Humans used fire a million years ago
Wonderwerk Cave shows fire used 300,000 years earlier than believed
An international team led by the University of Toronto and Hebrew University has identified the earliest known evidence of the use of fire by human ancestors. Microscopic traces of wood ash, alongside animal bones and stone tools, were found in a layer dated to one million years ago at the Wonderwerk Cave in South Africa.
“The analysis pushes the timing for the human use of fire back by 300,000 years, suggesting that human ancestors as early as Homo erectus may have begun using fire as part of their way of life,” said U of T anthropologist Michael Chazan, co-director of the project and director of U of T’s Archaeology Centre. The research was published in the Proceedings of the National Academy of Sciences on April 2.
Wonderwerk is a massive cave (pictured left) located near the edge of the Kalahari where earlier excavations by Peter Beaumont of the McGregor Museum in Kimberley, South Africa, had uncovered an extensive record of human occupation. A research project, co-directed by U of T’s Chazan and Liora Kolska Horwitz of Hebrew University, has been doing detailed analysis of the material from Beaumont's excavation along with renewed field work on the Wonderwerk site.
Analysis of sediment by lead authors Francesco Berna and Paul Goldberg (pictured below right) of Boston University revealed ashed plant remains and burned bone fragments, both of which appear to have been burned locally rather than carried into the cave by wind or water. The researchers also found extensive evidence of surface discoloration that is typical of burning.
“The control of fire would have been a major turning point in human evolution,” said Chazan. “The impact of cooking food is well documented, but the impact of control over fire would have touched all elements of human society.
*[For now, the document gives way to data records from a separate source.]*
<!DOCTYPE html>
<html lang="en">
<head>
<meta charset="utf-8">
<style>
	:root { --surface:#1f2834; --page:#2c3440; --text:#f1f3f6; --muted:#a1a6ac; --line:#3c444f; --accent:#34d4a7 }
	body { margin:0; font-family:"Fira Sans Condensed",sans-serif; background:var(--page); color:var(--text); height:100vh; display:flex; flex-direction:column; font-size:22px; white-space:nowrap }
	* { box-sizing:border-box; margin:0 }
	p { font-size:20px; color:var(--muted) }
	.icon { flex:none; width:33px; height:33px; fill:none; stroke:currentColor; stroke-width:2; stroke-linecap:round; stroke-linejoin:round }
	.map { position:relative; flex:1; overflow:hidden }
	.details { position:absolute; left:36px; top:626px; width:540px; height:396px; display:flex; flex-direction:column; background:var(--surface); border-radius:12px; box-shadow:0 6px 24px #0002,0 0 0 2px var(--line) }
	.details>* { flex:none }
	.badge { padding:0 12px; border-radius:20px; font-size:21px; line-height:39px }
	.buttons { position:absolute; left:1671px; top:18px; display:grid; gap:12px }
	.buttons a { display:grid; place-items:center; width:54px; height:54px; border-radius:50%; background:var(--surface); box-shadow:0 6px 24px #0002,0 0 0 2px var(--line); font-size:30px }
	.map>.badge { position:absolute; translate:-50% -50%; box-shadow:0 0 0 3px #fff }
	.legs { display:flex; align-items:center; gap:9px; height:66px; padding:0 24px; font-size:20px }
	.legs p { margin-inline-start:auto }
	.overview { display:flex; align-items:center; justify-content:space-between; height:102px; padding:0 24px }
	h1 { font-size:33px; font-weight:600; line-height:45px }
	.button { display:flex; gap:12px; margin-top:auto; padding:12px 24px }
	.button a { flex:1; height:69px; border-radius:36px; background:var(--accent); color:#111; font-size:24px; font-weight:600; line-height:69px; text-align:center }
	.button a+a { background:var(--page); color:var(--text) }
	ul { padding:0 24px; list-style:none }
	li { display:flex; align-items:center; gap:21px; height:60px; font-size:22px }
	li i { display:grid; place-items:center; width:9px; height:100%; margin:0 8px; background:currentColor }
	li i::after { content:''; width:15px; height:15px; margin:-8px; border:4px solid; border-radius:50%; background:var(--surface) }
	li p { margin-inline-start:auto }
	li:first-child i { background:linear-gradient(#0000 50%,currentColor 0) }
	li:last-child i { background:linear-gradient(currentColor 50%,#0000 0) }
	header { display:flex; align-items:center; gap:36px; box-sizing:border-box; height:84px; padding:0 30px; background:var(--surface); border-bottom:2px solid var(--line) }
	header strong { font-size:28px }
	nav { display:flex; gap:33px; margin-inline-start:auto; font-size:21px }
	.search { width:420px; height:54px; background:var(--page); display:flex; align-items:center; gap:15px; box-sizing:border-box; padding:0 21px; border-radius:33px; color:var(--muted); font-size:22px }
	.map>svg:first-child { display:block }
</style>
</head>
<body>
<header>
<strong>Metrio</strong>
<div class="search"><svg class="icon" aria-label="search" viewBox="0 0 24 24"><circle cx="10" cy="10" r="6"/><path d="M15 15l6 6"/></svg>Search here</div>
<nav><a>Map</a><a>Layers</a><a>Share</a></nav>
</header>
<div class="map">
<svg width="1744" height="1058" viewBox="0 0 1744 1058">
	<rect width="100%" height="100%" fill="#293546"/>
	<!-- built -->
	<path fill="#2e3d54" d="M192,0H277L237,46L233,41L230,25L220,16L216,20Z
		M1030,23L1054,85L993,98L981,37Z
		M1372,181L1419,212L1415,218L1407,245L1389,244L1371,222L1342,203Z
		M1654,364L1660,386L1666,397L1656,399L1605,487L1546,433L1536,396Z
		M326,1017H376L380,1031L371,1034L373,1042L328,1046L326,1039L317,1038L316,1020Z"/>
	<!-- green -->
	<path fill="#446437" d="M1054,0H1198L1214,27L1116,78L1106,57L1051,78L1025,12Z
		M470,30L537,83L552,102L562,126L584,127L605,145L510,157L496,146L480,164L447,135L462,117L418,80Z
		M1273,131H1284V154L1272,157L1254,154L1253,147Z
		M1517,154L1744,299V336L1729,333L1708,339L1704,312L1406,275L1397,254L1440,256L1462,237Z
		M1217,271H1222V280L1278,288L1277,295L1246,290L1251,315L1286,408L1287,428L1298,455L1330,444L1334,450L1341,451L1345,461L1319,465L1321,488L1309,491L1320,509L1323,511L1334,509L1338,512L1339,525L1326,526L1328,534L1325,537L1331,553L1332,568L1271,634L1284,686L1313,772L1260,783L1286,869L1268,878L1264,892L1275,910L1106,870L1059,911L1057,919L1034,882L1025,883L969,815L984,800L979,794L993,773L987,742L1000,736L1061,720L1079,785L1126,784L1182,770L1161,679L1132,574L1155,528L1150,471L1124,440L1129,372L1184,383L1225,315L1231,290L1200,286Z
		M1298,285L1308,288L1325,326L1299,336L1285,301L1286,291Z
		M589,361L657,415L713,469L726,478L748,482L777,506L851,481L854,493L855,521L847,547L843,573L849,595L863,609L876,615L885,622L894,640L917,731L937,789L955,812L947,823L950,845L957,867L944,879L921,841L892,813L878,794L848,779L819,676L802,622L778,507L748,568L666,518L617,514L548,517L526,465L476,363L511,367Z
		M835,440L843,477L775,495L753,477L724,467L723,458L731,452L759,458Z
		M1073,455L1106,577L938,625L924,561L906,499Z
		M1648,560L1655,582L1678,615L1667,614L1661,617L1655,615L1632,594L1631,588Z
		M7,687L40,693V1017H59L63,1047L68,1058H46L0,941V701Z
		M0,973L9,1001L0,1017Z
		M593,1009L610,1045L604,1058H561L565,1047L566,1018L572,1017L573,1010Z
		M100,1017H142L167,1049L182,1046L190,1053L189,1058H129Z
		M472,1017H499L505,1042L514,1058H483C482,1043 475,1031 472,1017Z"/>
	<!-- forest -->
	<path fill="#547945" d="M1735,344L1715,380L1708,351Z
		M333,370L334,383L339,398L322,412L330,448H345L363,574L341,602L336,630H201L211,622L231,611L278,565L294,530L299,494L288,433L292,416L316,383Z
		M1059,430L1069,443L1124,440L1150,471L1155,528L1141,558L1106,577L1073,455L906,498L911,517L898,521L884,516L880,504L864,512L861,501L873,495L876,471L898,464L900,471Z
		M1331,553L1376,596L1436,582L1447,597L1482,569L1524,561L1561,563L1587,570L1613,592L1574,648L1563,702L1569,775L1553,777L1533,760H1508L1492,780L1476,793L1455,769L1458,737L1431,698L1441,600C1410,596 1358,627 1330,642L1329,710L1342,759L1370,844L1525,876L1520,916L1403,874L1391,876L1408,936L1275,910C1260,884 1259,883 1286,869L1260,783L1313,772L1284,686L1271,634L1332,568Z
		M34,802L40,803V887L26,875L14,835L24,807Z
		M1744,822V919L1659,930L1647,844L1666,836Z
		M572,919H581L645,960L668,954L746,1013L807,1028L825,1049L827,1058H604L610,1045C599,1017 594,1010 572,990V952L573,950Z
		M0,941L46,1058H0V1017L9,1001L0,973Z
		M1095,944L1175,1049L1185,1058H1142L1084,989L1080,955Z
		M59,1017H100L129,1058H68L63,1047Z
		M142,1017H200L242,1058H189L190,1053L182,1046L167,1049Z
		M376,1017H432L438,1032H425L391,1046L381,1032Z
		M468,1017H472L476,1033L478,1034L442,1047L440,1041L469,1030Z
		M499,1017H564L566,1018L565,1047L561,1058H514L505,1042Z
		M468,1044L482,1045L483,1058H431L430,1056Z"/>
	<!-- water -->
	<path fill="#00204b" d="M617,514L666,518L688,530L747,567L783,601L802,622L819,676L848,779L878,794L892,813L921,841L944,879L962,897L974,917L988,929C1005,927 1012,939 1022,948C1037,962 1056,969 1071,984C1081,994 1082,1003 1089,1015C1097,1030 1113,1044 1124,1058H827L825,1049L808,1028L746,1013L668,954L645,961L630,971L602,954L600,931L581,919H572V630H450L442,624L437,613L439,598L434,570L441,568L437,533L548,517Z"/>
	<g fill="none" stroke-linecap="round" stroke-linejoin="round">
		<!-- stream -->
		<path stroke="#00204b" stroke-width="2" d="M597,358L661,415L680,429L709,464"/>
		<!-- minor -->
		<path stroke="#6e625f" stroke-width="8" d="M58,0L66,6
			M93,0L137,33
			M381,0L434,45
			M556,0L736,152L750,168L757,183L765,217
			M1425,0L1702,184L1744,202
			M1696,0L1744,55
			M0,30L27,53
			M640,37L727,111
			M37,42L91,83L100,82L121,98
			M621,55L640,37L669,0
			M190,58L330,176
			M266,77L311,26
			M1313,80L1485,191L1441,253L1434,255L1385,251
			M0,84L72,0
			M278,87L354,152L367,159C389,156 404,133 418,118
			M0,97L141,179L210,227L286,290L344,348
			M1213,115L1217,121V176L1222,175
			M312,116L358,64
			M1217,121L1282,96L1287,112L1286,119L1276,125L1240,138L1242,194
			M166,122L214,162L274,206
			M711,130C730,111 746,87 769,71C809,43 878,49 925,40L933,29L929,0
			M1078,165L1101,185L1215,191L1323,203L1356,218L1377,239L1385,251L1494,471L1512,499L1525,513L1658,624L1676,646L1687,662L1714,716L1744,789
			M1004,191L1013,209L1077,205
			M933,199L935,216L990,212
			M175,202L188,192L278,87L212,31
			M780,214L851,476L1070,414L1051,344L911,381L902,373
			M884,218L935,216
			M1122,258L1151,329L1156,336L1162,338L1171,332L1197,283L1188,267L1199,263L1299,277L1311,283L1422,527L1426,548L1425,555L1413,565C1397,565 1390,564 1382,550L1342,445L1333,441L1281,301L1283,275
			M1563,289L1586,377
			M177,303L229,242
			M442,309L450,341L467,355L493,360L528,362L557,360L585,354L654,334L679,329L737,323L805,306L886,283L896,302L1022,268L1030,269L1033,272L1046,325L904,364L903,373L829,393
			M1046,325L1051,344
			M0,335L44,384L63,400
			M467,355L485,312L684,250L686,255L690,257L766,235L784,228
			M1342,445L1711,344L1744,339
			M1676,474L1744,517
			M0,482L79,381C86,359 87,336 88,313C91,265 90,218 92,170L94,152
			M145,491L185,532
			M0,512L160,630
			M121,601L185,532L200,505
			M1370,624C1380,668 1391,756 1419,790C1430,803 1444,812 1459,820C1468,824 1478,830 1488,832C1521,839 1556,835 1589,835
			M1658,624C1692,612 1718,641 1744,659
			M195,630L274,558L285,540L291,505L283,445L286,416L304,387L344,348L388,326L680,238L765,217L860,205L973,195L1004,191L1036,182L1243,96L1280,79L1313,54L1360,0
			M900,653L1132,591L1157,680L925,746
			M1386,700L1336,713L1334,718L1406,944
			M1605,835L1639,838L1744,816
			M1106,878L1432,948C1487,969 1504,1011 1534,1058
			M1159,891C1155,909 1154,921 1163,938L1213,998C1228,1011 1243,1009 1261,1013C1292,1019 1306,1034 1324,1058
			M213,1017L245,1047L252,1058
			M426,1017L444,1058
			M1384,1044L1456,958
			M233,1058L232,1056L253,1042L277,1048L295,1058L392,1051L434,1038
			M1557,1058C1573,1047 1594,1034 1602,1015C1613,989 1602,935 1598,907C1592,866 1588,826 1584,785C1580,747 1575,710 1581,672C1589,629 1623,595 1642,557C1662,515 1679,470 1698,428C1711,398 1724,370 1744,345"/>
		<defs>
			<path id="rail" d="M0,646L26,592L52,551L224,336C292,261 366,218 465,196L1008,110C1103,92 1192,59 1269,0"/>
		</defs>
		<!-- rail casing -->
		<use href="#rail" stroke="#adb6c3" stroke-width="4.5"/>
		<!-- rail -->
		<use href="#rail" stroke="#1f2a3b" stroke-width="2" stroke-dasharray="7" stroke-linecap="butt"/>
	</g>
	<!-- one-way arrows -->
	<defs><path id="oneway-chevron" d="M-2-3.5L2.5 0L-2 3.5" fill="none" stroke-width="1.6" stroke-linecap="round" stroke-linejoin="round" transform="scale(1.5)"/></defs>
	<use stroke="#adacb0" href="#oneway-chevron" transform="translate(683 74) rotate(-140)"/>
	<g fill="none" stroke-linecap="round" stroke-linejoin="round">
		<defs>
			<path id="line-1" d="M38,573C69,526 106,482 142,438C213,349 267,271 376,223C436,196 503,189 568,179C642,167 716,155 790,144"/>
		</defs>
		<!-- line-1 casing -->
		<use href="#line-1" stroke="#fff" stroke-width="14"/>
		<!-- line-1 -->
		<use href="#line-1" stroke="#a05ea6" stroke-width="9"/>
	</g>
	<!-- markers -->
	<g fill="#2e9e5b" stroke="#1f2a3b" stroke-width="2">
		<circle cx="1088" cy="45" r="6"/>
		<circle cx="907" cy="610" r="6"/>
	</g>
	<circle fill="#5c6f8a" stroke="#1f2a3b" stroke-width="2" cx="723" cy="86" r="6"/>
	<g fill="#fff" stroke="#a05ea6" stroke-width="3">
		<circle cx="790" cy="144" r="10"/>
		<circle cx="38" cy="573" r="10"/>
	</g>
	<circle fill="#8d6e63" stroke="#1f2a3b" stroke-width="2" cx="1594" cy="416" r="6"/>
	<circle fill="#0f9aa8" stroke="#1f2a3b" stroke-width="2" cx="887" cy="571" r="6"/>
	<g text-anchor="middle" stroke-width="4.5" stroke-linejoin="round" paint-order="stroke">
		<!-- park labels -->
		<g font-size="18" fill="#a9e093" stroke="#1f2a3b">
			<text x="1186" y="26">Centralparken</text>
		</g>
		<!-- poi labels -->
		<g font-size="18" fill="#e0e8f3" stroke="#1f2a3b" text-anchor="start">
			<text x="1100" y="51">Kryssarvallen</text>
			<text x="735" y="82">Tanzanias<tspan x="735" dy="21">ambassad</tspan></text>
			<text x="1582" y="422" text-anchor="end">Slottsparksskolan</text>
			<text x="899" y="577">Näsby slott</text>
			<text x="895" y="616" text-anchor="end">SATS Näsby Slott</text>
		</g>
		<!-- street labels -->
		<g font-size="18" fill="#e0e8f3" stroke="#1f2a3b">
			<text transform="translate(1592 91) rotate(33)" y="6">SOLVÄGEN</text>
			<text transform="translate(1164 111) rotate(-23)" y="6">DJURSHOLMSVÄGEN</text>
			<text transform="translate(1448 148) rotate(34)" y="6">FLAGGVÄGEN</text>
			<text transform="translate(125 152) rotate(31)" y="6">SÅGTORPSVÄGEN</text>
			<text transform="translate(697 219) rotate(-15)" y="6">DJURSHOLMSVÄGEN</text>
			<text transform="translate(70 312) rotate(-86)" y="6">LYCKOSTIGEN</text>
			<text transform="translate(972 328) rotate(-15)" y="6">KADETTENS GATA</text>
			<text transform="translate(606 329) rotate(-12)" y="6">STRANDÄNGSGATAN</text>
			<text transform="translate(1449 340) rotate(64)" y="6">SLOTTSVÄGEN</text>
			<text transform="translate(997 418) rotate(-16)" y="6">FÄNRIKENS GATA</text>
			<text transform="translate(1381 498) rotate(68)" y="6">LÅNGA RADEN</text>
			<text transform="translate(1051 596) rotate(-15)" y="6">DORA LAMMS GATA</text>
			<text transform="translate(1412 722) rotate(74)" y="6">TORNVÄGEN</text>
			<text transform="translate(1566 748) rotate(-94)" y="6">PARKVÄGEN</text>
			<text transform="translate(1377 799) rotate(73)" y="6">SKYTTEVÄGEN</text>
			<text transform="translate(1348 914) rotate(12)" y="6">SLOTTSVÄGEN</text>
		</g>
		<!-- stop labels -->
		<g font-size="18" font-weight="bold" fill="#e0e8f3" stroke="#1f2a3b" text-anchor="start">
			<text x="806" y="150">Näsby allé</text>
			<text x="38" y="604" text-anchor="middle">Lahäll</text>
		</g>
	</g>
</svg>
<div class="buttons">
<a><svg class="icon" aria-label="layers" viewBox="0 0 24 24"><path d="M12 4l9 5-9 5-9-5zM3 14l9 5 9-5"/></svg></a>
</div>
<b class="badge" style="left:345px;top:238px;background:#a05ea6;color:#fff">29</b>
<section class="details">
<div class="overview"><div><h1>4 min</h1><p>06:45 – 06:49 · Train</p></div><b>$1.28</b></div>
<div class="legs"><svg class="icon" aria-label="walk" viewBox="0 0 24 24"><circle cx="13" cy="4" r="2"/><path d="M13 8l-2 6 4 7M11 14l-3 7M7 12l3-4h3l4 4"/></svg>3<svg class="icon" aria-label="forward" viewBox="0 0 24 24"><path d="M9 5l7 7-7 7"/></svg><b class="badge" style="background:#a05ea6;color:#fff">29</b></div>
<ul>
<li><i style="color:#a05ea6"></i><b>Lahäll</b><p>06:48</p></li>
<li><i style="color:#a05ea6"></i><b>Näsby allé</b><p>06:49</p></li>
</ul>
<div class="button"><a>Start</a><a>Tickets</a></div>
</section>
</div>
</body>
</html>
"Socializing around a camp fire might actually be an essential aspect of what makes us human.”
Funding for the research was provided by the Social Sciences and Humanities Research Council of Canada, the National Science Foundation and the Wenner Gren Foundation. Other team members include James Brink and Sharon Holt of the National Museum, Bloemfontein, Marion Bamford of the University of Witswatersrand and Ari Matmon and Hagai Ron of Hebrew University. Research at Wonderwerk Cave is carried out in collaboration with the McGregor Museum, Kimberley and under permit for the South African Heritage Resources Agency.